Kai has eaten thawed turkey necks a dozen times prior with no problems. This evening, she had another. However, this time she vomited it up shortly after finishing it. The neck was well chewed with no large pieces and no blood or any other unusual colors. I’m feeling a bit hesitant about offering another (not today, but perhaps next week). Did she eat too fast? Or did this particular neck just not sit right? Am I ok to give her another?
I am not used to seeing her vomit beyond the occasional bile.


----------



## Gwyllgi (Aug 16, 2017)

Wunderwhy6 said:


> Kai has eaten thawed turkey necks a dozen times prior with no problems.

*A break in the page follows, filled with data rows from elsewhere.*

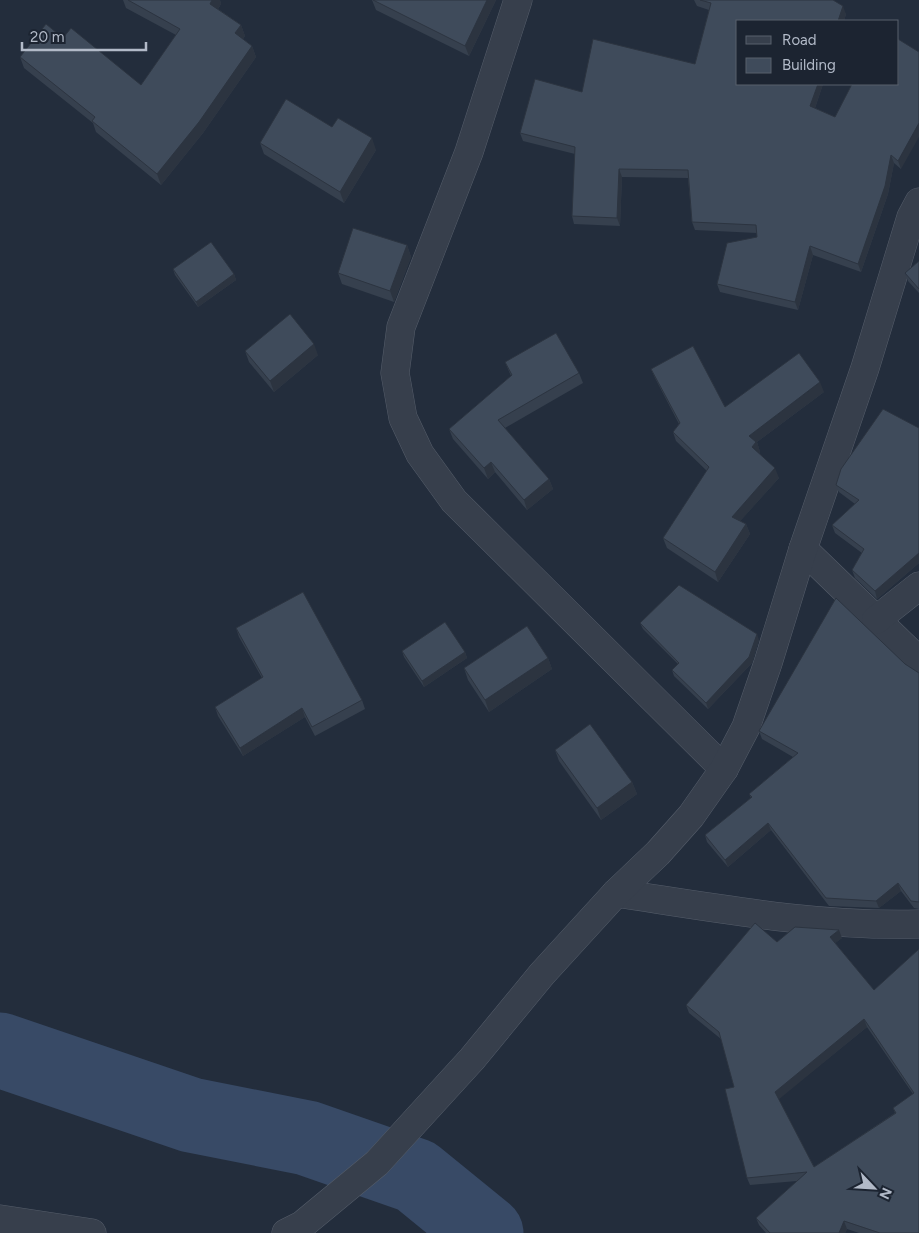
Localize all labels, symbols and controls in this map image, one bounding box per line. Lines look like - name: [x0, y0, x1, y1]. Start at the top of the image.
- scale bar: [22, 20, 146, 52]
- legend: [736, 20, 899, 85]
- text: 20 m: [30, 28, 64, 46]
- text: Road: [782, 31, 817, 49]
- text: Building: [782, 56, 836, 74]
- north arrow: [849, 1163, 899, 1213]
- text: N: [875, 1185, 895, 1202]

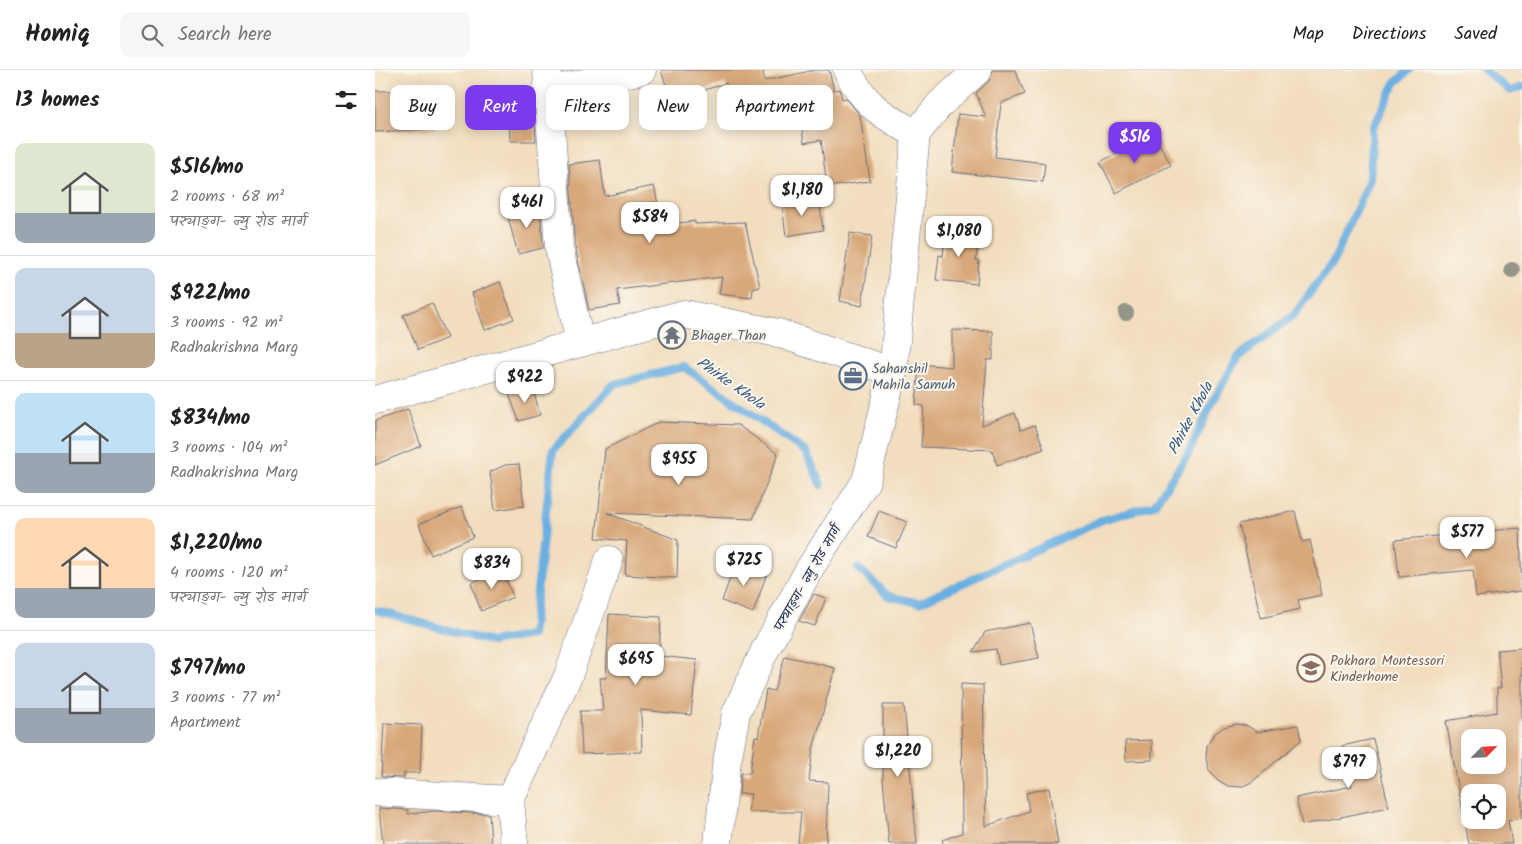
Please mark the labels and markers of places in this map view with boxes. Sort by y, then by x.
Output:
pin: $516 [1105,122,1165,164]
pin: $1,180 [761,174,843,217]
pin: $461 [497,186,557,229]
pin: $584 [620,202,680,244]
pin: $1,080 [918,216,1000,258]
temple icon: Bhager Than [657,320,687,350]
place label: Bhager Than [691,325,766,347]
place label: Sahanshil Mahila Samuh [872,358,955,396]
office icon: Sahanshil Mahila Samuh [838,361,868,391]
pin: $922 [495,362,555,404]
pin: $955 [649,444,709,486]
pin: $577 [1437,516,1497,559]
pin: $725 [714,544,774,587]
pin: $834 [462,548,522,590]
pin: $695 [606,644,666,686]
place label: Pokhara Montessori Kinderhome [1330,650,1445,688]
school or university icon: Pokhara Montessori Kinderhome [1296,653,1326,683]
pin: $1,220 [857,736,939,778]
pin: $797 [1319,746,1379,789]

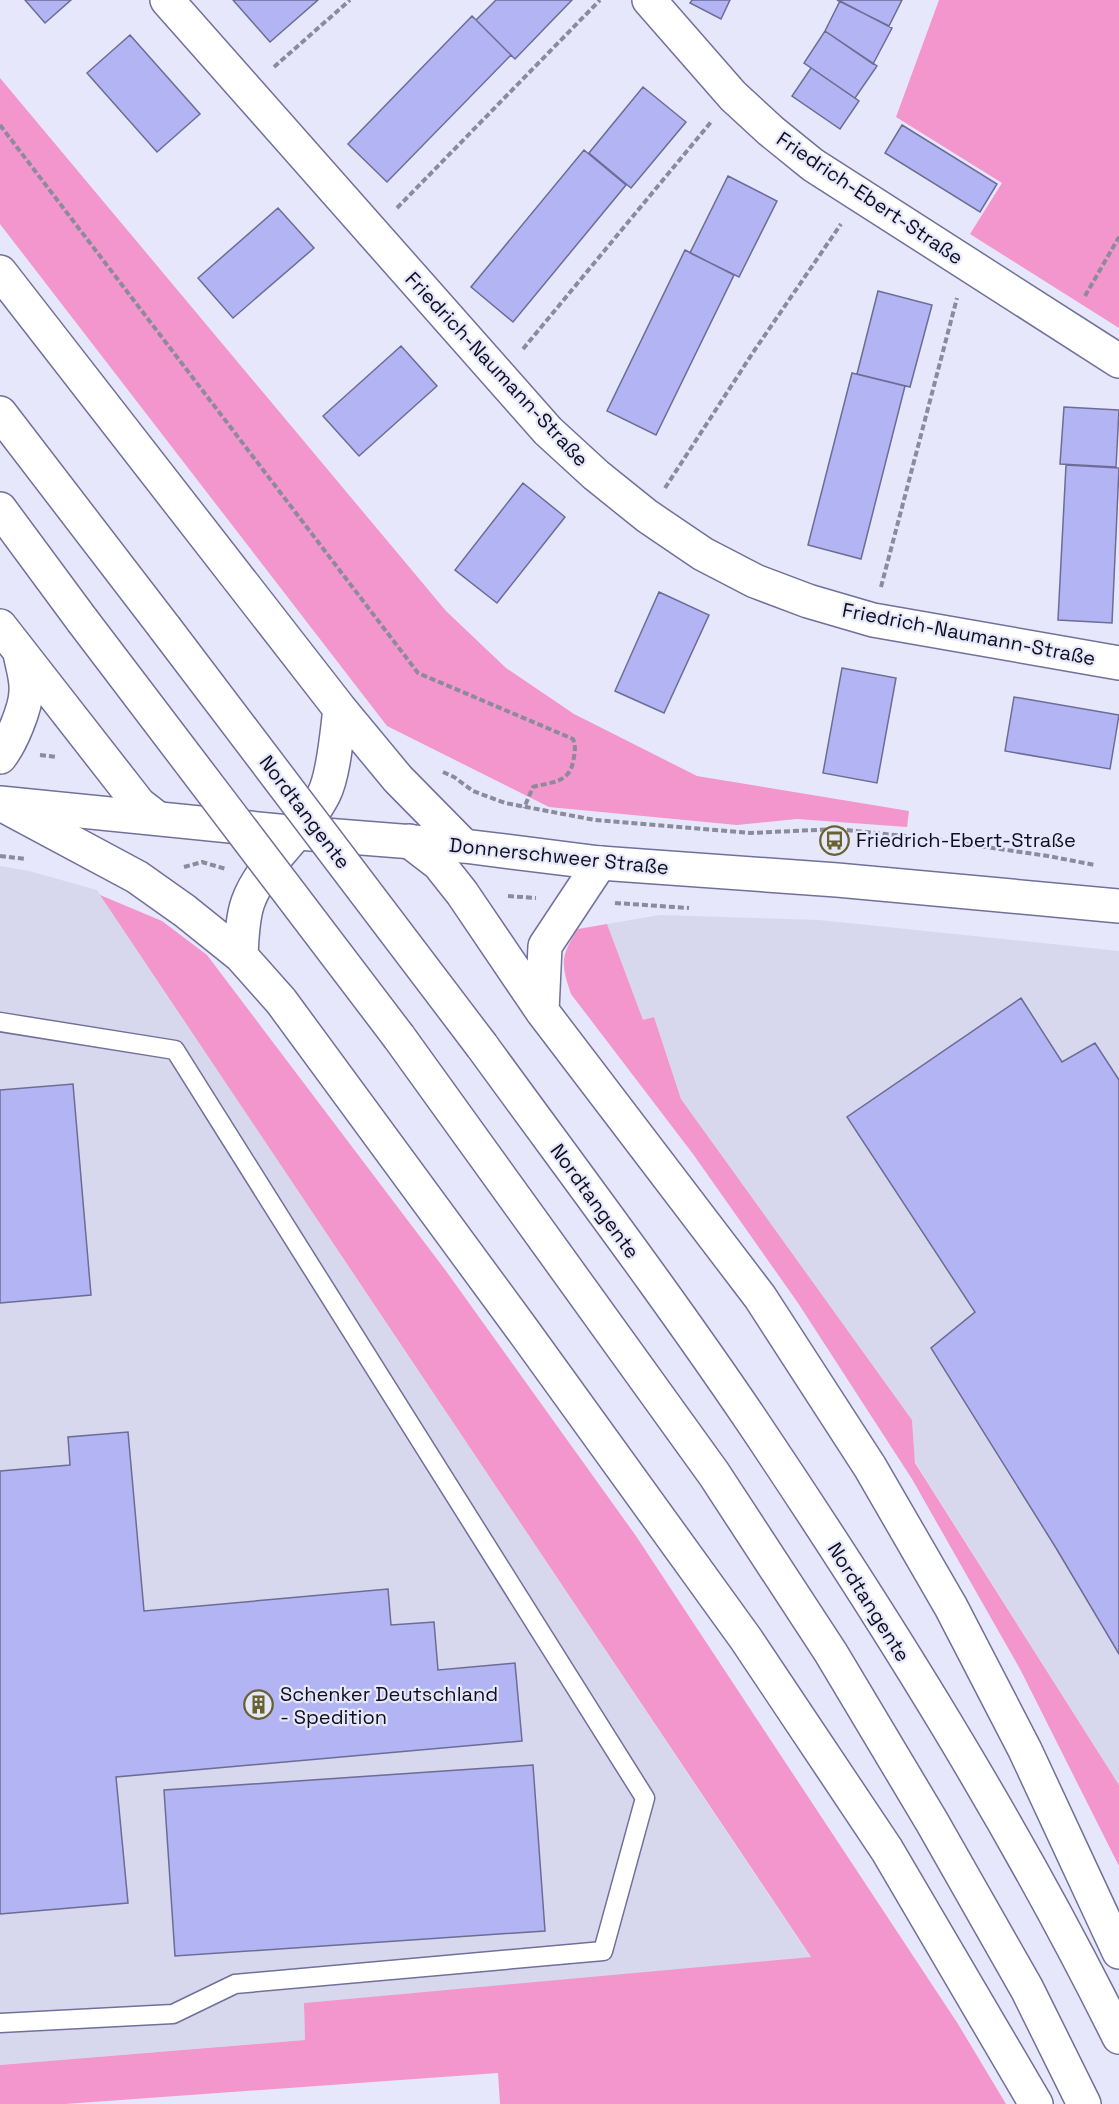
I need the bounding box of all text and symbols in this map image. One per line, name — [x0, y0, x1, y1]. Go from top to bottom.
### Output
street label: Friedrich-Ebert-Straße — [772, 126, 968, 270]
street label: Friedrich-Naumann-Straße — [400, 266, 594, 472]
street label: Friedrich-Naumann-Straße — [840, 597, 1098, 671]
street label: Nordtangente — [254, 750, 356, 874]
bus stop icon: Friedrich-Ebert-Straße — [819, 824, 851, 856]
place label: Friedrich-Ebert-Straße — [856, 827, 1076, 853]
street label: Donnerschweer Straße — [448, 832, 670, 880]
street label: Nordtangente — [545, 1138, 645, 1264]
street label: Nordtangente — [822, 1537, 916, 1667]
place label: Schenker Deutschland - Spedition — [280, 1681, 498, 1730]
building icon: Schenker Deutschland - Spedition — [243, 1689, 275, 1721]

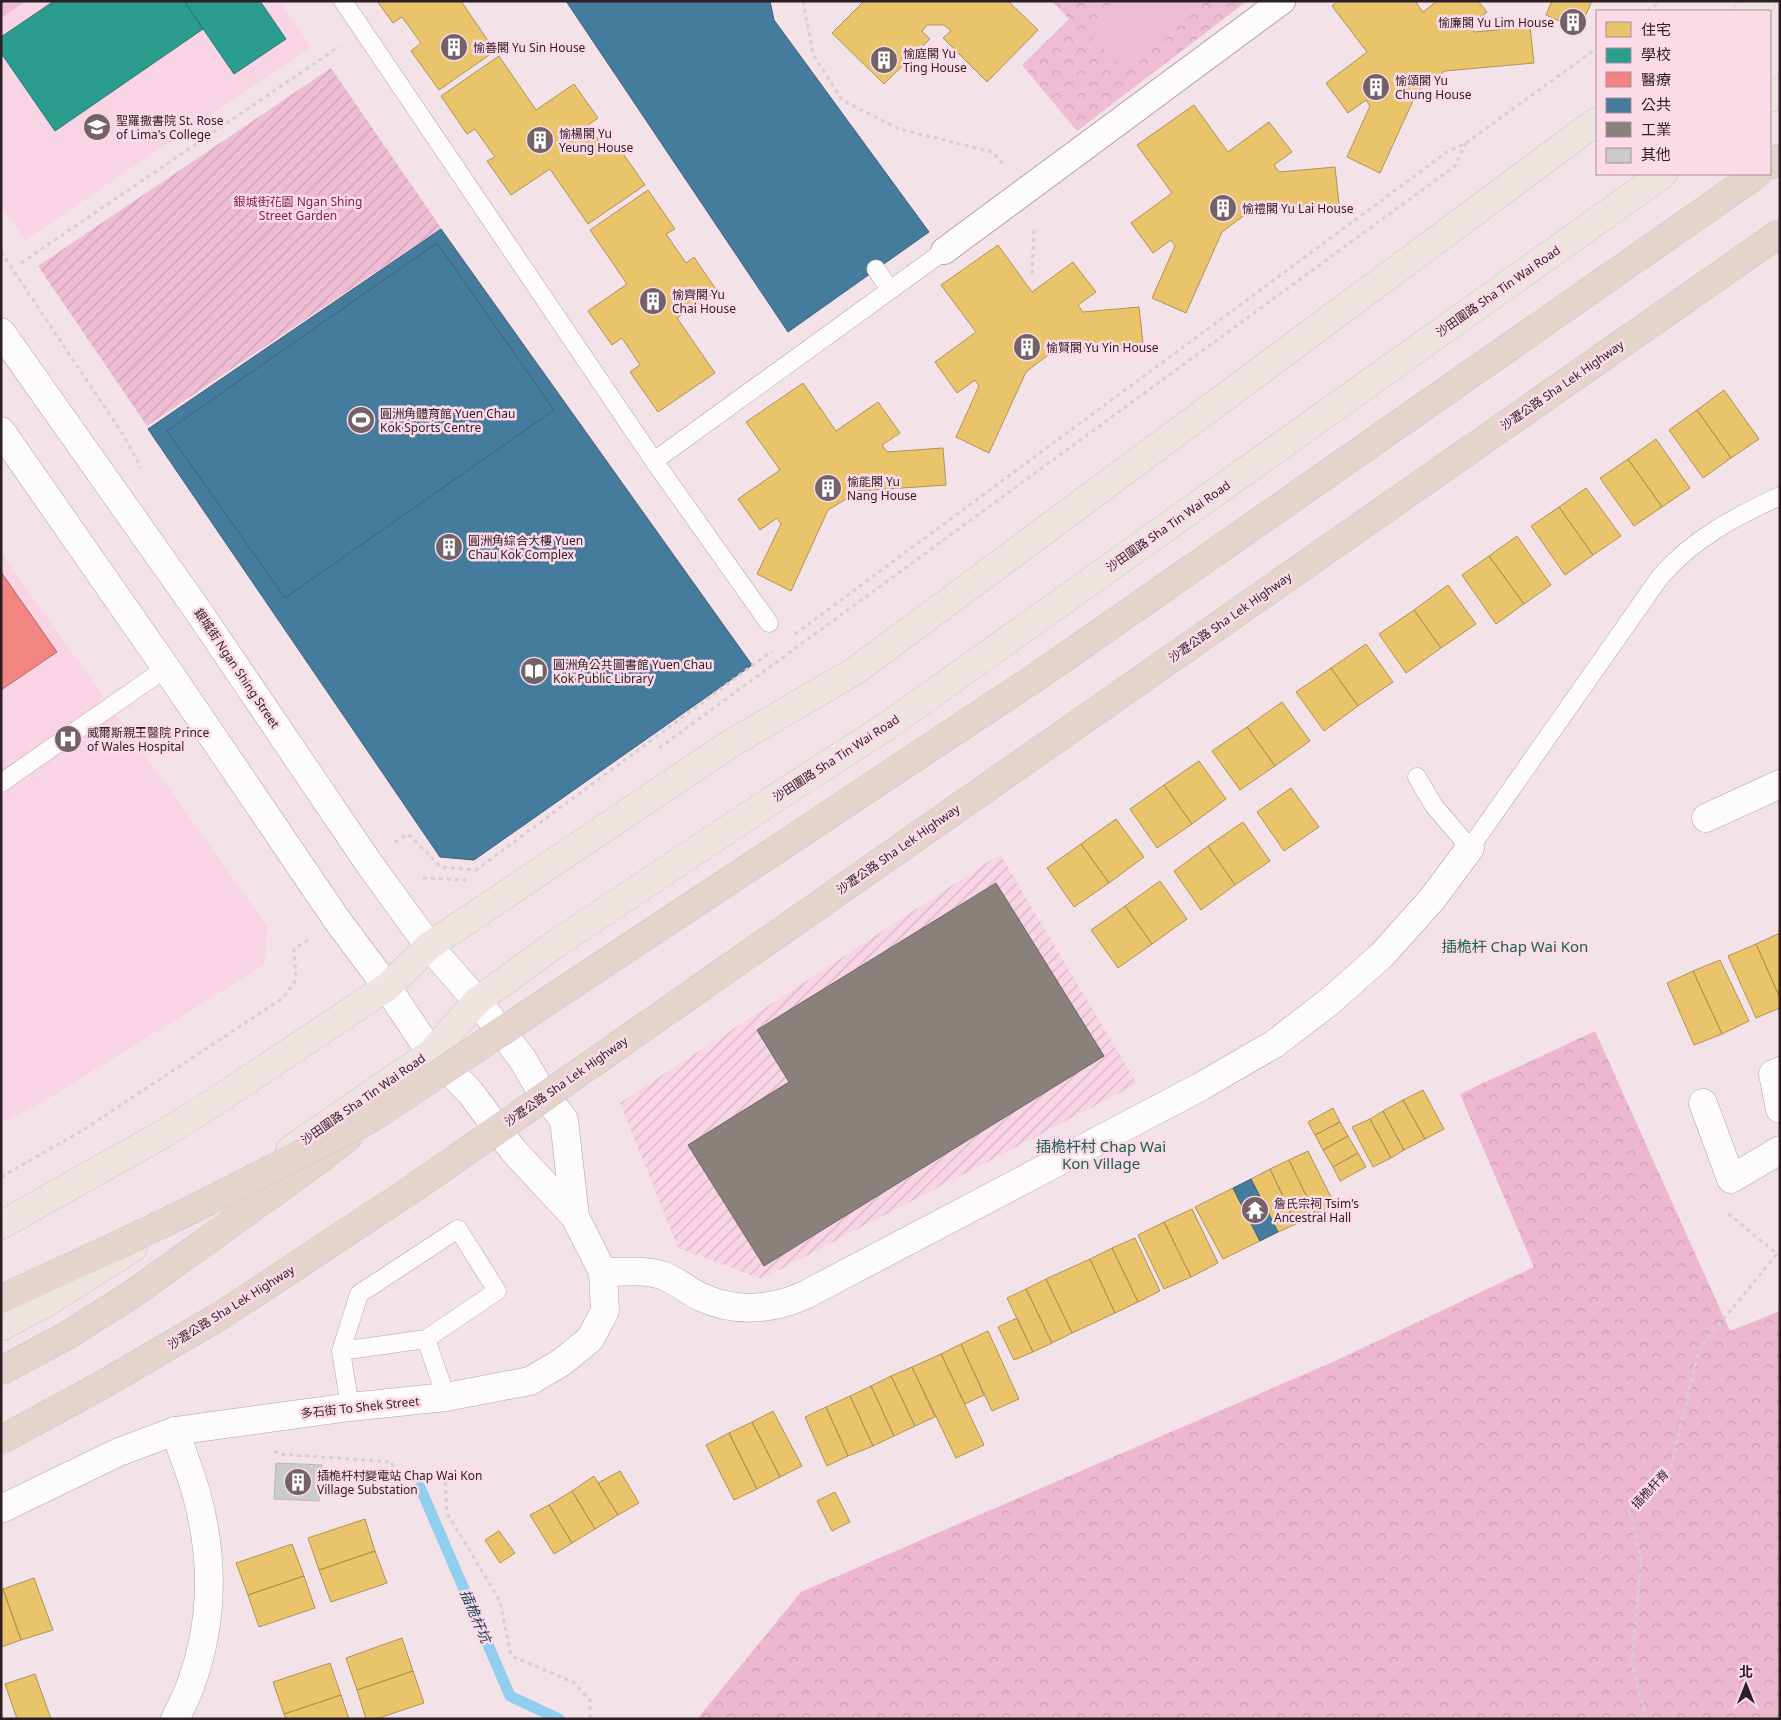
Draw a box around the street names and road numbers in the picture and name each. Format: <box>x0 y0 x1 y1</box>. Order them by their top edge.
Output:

I think that. there is your answer 

She has eaten them in the past, then the one time that she was sick, you begin to doubt whether it is safe for her. There are a number of reasons why she may have vomited the turkey neck, and it may not have been caused by the neck itself. '

Let her enjoy them, unless she continues to vomit them.


----------



## HandlingAkira (10 mo ago)

I find when they eat them too quick and don't chew all the bits up well that happens. I freeze my necks and service 3/4 Defrosted after the same issues. Sometimes they swallow larger pieces and that happens. When it's still frozenish they have to chew more and the more they chew the less likely the stomach upsets


----------



## HandlingAkira (10 mo ago)

Don't worry about it though try 3/4th defrosted and if you have problems. Try serving it after the main meal so they are less hungry and take their time more. Or do both. Raw is the way to go don't doubt yourself. You made an informed decision when you decided to start feeding it.


----------



## Sunflowers (Feb 17, 2012)

Meh... sometimes they barf.
Now, if she does that every time, then I would rethink them.


----------



## Bramble (Oct 23, 2011)

Did she eat the neck on an empty stomach? Does she normally eat raw or kibble?


----------



## Hopps (Dec 5, 2021)

I would make a mental note of it and be watchful the next few days. It’s probably nothing but at the same time it’s a bit strange she is throwing up despite not having issues. My cat used to be on a raw diet and over time she started having issues with it.


----------



## Wunderwhy6 (Nov 29, 2020)

Thank you all for your responses. I am feeling far less nervous over what was, so far, only an isolated incident. Kai is no worse for wear. I’m fact she’s is quite the opposite and has decided that the spot wear she vomited makes a great rolling area (despite the vomit having been cleaned up). 
She typically gets them on an empty stomach. I used to do partially frozen but am concerned about tooth wear so I’ve moved to thawed.


----------



## Sunflowers (Feb 17, 2012)

Rolf sometimes gets one turkey neck only meals, with no issues. I always feed thawed.
Don’t stress over the occasional upchuck. There can be so many reasons, from eating too fast to swallowing an oddly-shaped chunk.
I’m surprised Kai didn’t try and eat what he barfed. 

Now, if he ends up throwing up almost daily, drooling, licking the floor, eating grass, and not wanting to eat his raw, like Hans did, then I would reevaluate what he’s eating.


----------